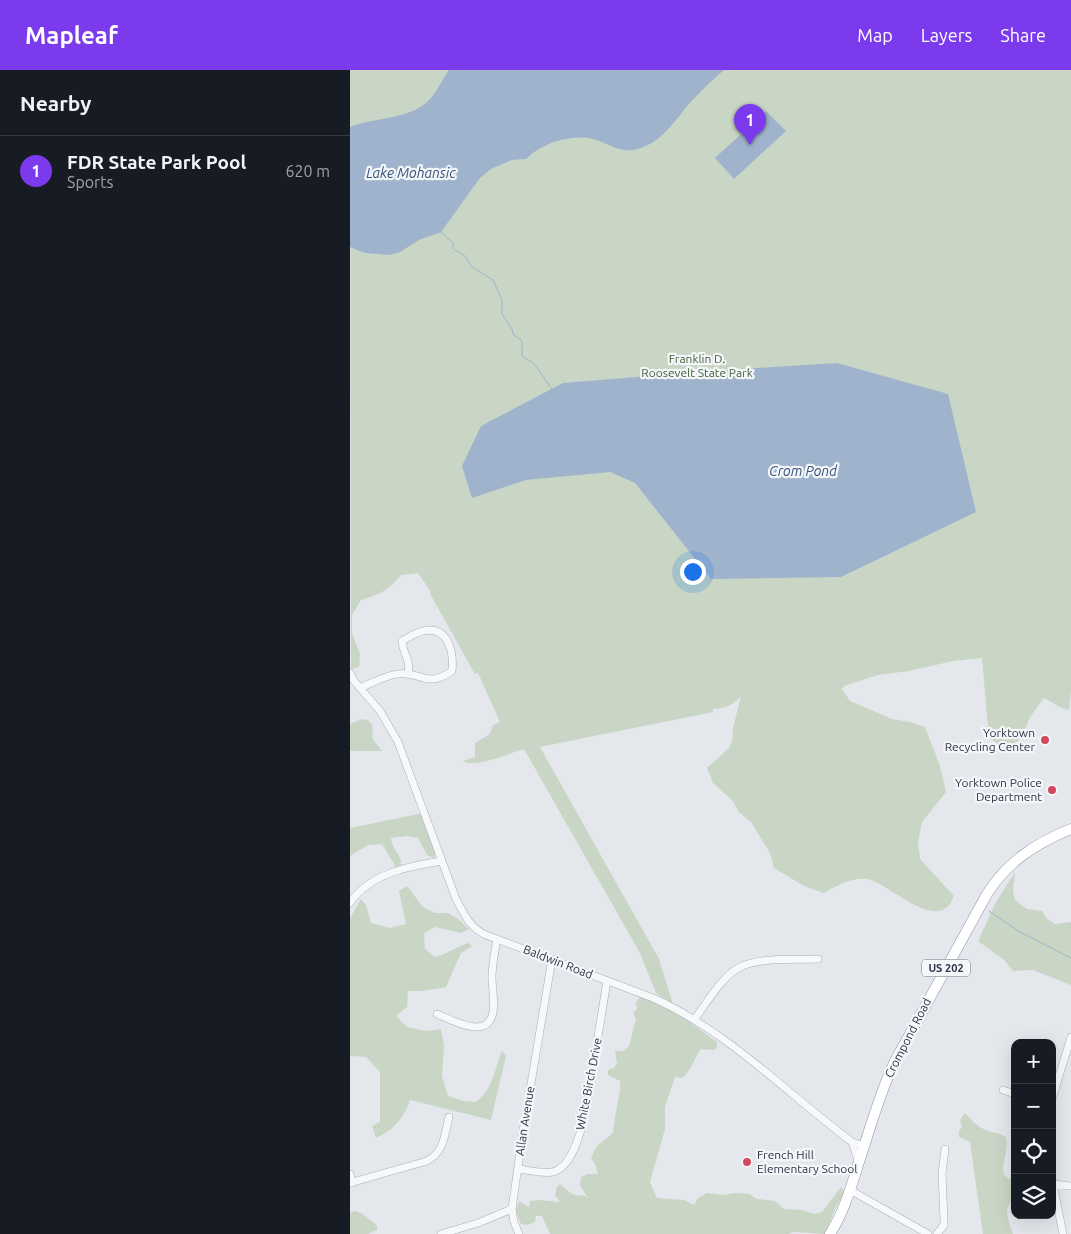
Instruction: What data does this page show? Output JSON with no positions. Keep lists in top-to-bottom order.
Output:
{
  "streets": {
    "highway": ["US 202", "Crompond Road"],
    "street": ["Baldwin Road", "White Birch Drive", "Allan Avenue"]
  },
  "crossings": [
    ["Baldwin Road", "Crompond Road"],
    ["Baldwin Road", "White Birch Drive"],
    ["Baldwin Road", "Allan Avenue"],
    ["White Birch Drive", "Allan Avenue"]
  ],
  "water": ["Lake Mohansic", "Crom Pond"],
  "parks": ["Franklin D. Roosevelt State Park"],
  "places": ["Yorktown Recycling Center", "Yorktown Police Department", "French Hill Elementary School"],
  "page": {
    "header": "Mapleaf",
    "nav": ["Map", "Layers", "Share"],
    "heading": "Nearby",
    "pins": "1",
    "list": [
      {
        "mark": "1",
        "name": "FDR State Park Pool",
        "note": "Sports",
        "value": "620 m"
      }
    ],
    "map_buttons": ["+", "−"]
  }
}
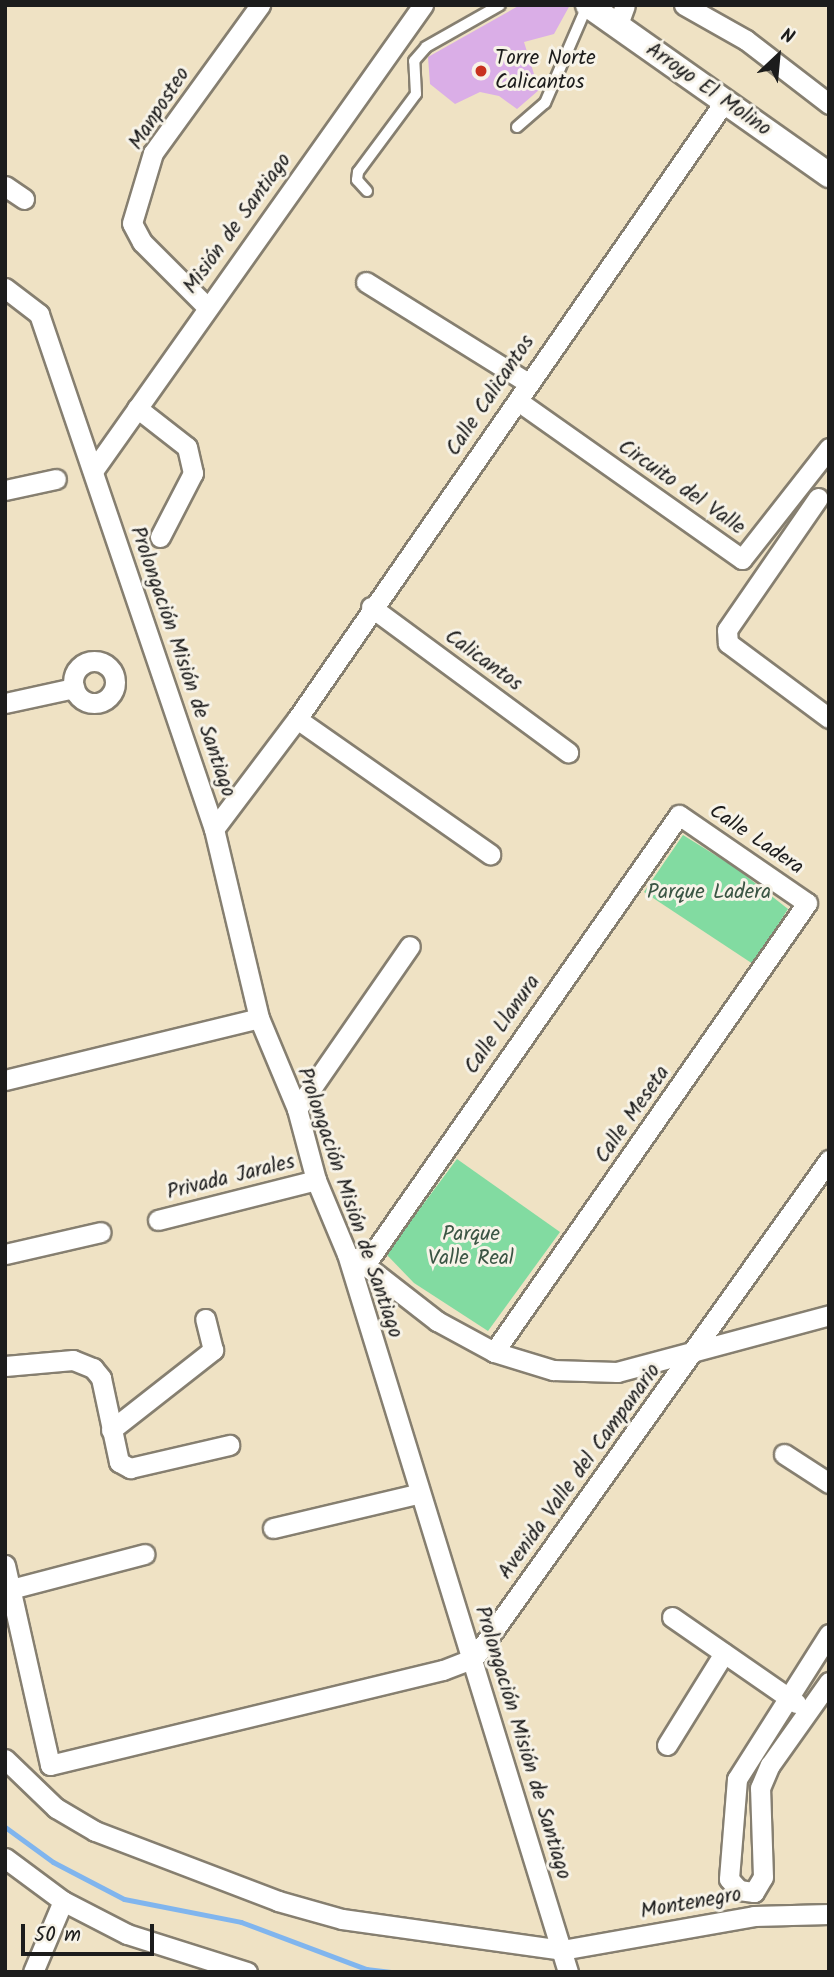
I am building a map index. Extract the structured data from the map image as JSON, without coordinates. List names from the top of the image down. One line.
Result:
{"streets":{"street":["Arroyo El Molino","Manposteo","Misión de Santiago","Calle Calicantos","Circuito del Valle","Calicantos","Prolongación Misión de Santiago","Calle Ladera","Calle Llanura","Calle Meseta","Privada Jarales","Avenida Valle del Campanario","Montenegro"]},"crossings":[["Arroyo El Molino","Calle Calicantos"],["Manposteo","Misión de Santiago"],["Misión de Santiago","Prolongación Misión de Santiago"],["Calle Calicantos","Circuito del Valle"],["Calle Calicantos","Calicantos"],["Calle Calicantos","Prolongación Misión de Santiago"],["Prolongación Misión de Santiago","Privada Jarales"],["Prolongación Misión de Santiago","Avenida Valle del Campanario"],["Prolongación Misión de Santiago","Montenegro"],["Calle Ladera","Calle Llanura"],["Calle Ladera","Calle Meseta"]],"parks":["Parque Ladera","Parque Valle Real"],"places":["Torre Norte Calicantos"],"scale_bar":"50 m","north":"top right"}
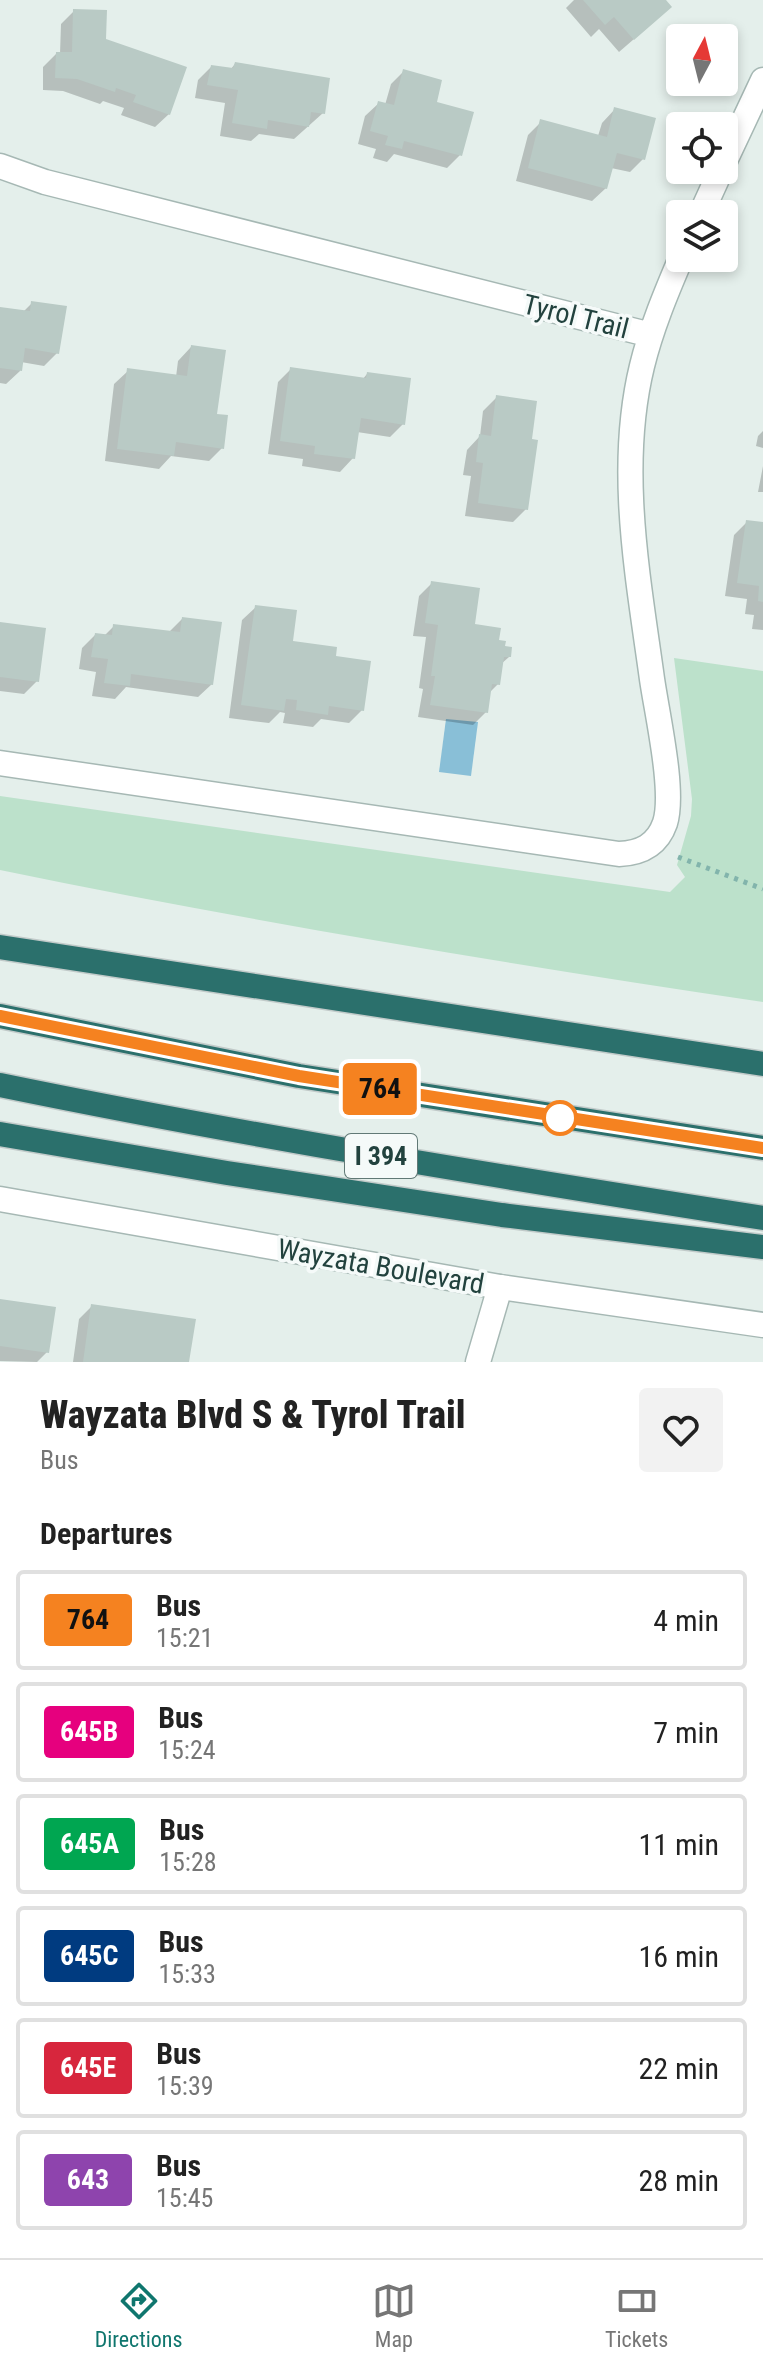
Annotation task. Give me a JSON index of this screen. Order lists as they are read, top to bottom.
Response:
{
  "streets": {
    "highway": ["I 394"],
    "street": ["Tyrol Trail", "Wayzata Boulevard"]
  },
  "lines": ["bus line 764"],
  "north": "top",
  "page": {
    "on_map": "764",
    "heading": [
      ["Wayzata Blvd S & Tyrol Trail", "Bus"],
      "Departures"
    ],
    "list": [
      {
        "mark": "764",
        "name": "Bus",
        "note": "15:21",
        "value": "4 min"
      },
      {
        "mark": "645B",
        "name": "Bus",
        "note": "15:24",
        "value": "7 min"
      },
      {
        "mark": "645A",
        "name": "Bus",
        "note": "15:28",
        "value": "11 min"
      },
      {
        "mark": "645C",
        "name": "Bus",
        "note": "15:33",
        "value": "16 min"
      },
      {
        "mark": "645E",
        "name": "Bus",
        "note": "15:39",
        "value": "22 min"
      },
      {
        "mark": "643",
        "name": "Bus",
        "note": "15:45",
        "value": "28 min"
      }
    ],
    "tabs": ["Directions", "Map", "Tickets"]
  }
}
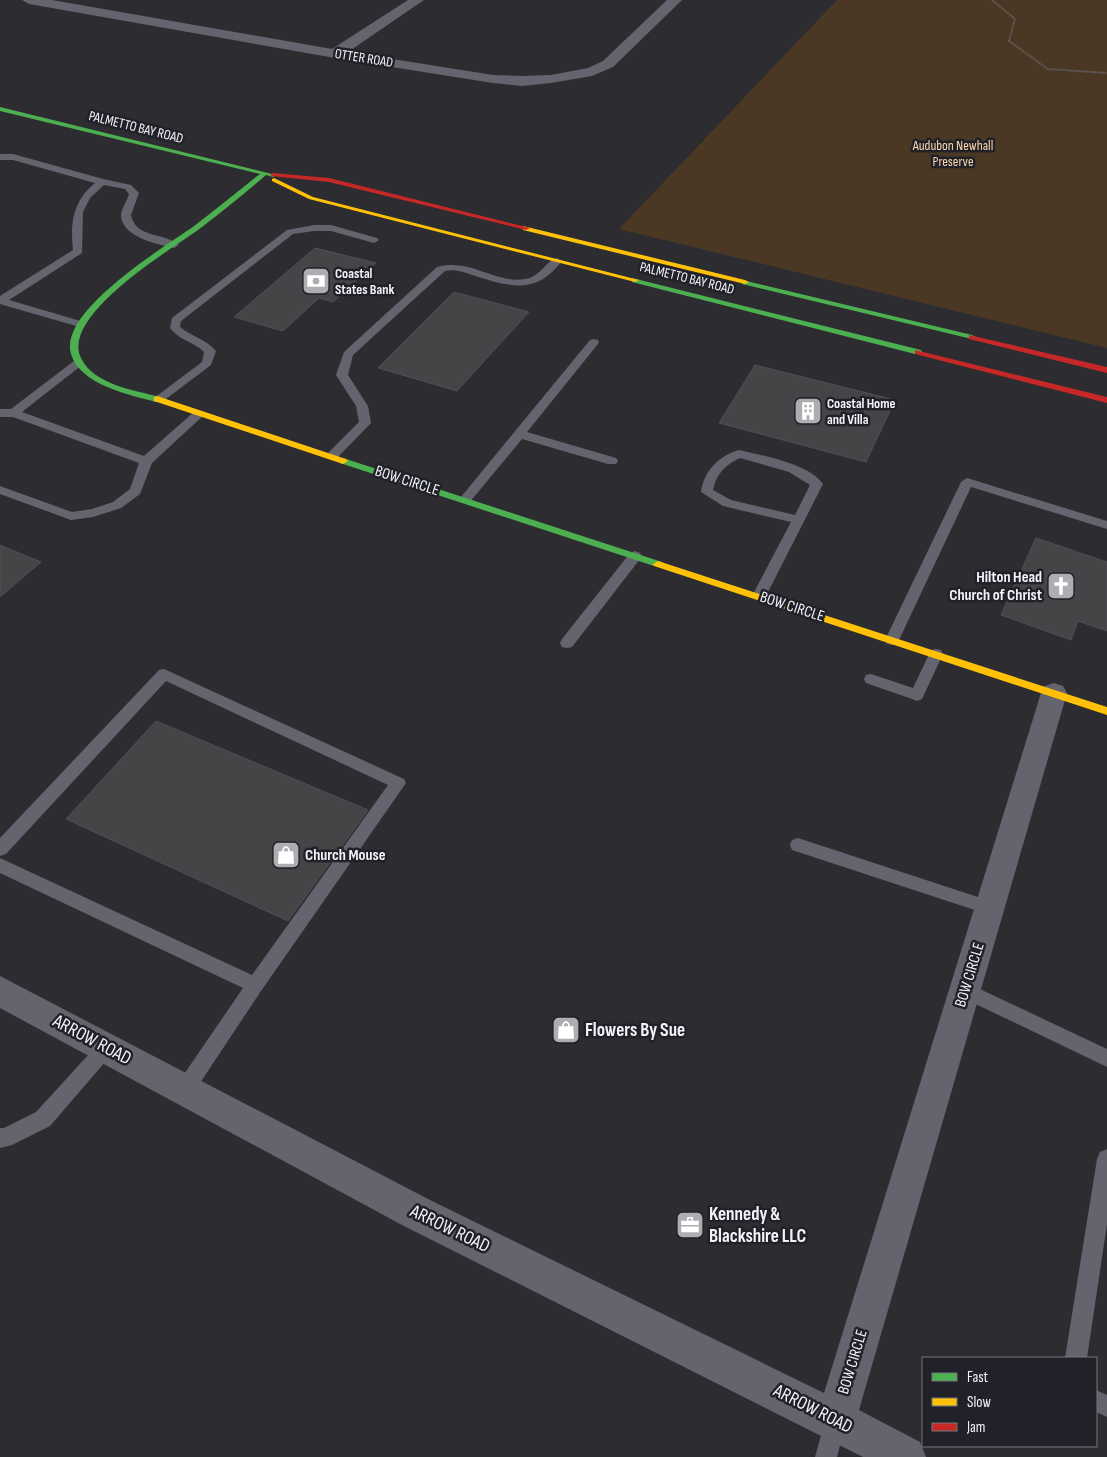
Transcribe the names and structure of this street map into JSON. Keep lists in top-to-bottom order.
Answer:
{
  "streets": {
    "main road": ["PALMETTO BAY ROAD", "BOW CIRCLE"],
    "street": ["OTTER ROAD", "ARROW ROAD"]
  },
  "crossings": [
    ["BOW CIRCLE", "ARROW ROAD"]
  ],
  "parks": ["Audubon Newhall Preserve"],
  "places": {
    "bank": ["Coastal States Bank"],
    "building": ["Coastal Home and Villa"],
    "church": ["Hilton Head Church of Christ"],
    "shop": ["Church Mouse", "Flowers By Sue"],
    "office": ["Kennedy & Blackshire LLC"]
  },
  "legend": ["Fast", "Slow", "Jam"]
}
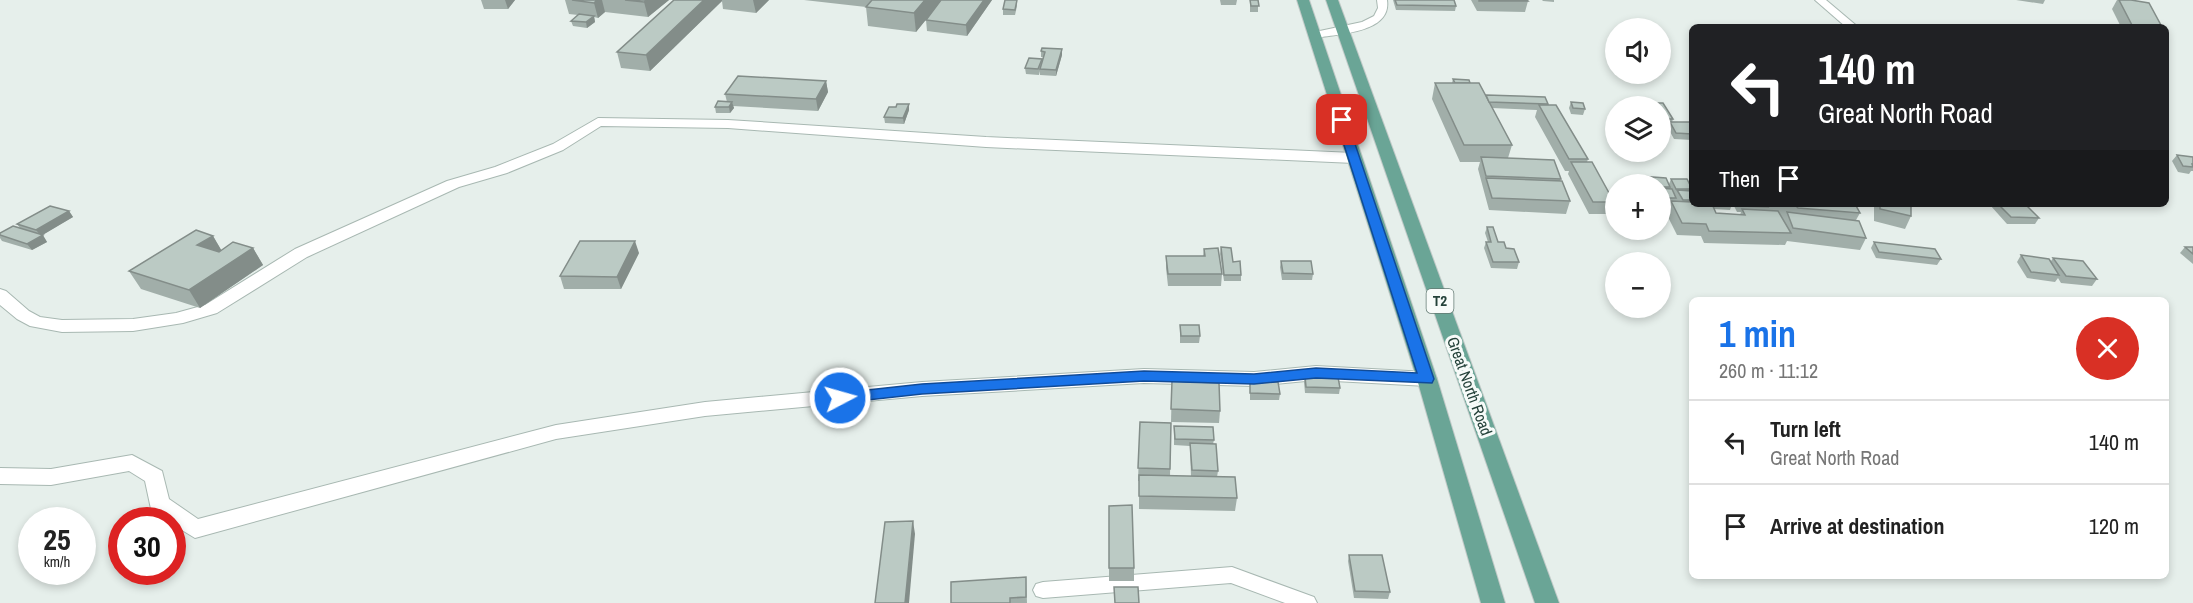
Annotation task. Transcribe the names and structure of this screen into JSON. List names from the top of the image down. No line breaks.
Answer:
━━━━━━━━━━━━━━━━━━━━
Work instruction
Return every entry unchanged and skip the pictures.

Output of the exercise
Instruction: What data does this page show? Output JSON with no positions. Keep lists in top-to-bottom order.
Output:
{
  "streets": {
    "highway": ["US 202", "Crompond Road"],
    "street": ["Baldwin Road", "White Birch Drive", "Allan Avenue"]
  },
  "crossings": [
    ["Baldwin Road", "Crompond Road"],
    ["Baldwin Road", "White Birch Drive"],
    ["Baldwin Road", "Allan Avenue"],
    ["White Birch Drive", "Allan Avenue"]
  ],
  "water": ["Lake Mohansic", "Crom Pond"],
  "parks": ["Franklin D. Roosevelt State Park"],
  "places": ["Yorktown Recycling Center", "Yorktown Police Department", "French Hill Elementary School"],
  "page": {
    "header": "Mapleaf",
    "nav": ["Map", "Layers", "Share"],
    "heading": "Nearby",
    "pins": "1",
    "list": [
      {
        "mark": "1",
        "name": "FDR State Park Pool",
        "note": "Sports",
        "value": "620 m"
      }
    ],
    "map_buttons": ["+", "−"]
  }
}
I am building a map index. Extract the structured data from the map image as JSON, without coordinates. List names from the top of the image down. One line.
Result:
{"streets":{"street":["Arroyo El Molino","Manposteo","Misión de Santiago","Calle Calicantos","Circuito del Valle","Calicantos","Prolongación Misión de Santiago","Calle Ladera","Calle Llanura","Calle Meseta","Privada Jarales","Avenida Valle del Campanario","Montenegro"]},"crossings":[["Arroyo El Molino","Calle Calicantos"],["Manposteo","Misión de Santiago"],["Misión de Santiago","Prolongación Misión de Santiago"],["Calle Calicantos","Circuito del Valle"],["Calle Calicantos","Calicantos"],["Calle Calicantos","Prolongación Misión de Santiago"],["Prolongación Misión de Santiago","Privada Jarales"],["Prolongación Misión de Santiago","Avenida Valle del Campanario"],["Prolongación Misión de Santiago","Montenegro"],["Calle Ladera","Calle Llanura"],["Calle Ladera","Calle Meseta"]],"parks":["Parque Ladera","Parque Valle Real"],"places":["Torre Norte Calicantos"],"scale_bar":"50 m","north":"top right"}
Annotation task. Give me a JSON index of this screen. Order lists as they are read, top to bottom.
Response:
{
  "streets": {
    "highway": ["I 394"],
    "street": ["Tyrol Trail", "Wayzata Boulevard"]
  },
  "lines": ["bus line 764"],
  "north": "top",
  "page": {
    "on_map": "764",
    "heading": [
      ["Wayzata Blvd S & Tyrol Trail", "Bus"],
      "Departures"
    ],
    "list": [
      {
        "mark": "764",
        "name": "Bus",
        "note": "15:21",
        "value": "4 min"
      },
      {
        "mark": "645B",
        "name": "Bus",
        "note": "15:24",
        "value": "7 min"
      },
      {
        "mark": "645A",
        "name": "Bus",
        "note": "15:28",
        "value": "11 min"
      },
      {
        "mark": "645C",
        "name": "Bus",
        "note": "15:33",
        "value": "16 min"
      },
      {
        "mark": "645E",
        "name": "Bus",
        "note": "15:39",
        "value": "22 min"
      },
      {
        "mark": "643",
        "name": "Bus",
        "note": "15:45",
        "value": "28 min"
      }
    ],
    "tabs": ["Directions", "Map", "Tickets"]
  }
}
Transcribe the names and structure of this street map into JSON. Keep lists in top-to-bottom order.
Answer:
{
  "streets": {
    "main road": ["PALMETTO BAY ROAD", "BOW CIRCLE"],
    "street": ["OTTER ROAD", "ARROW ROAD"]
  },
  "crossings": [
    ["BOW CIRCLE", "ARROW ROAD"]
  ],
  "parks": ["Audubon Newhall Preserve"],
  "places": {
    "bank": ["Coastal States Bank"],
    "building": ["Coastal Home and Villa"],
    "church": ["Hilton Head Church of Christ"],
    "shop": ["Church Mouse", "Flowers By Sue"],
    "office": ["Kennedy & Blackshire LLC"]
  },
  "legend": ["Fast", "Slow", "Jam"]
}
Annotation task. Transcribe the names and structure of this screen into JSON. List names from the top of the image down. No line breaks.
Answer:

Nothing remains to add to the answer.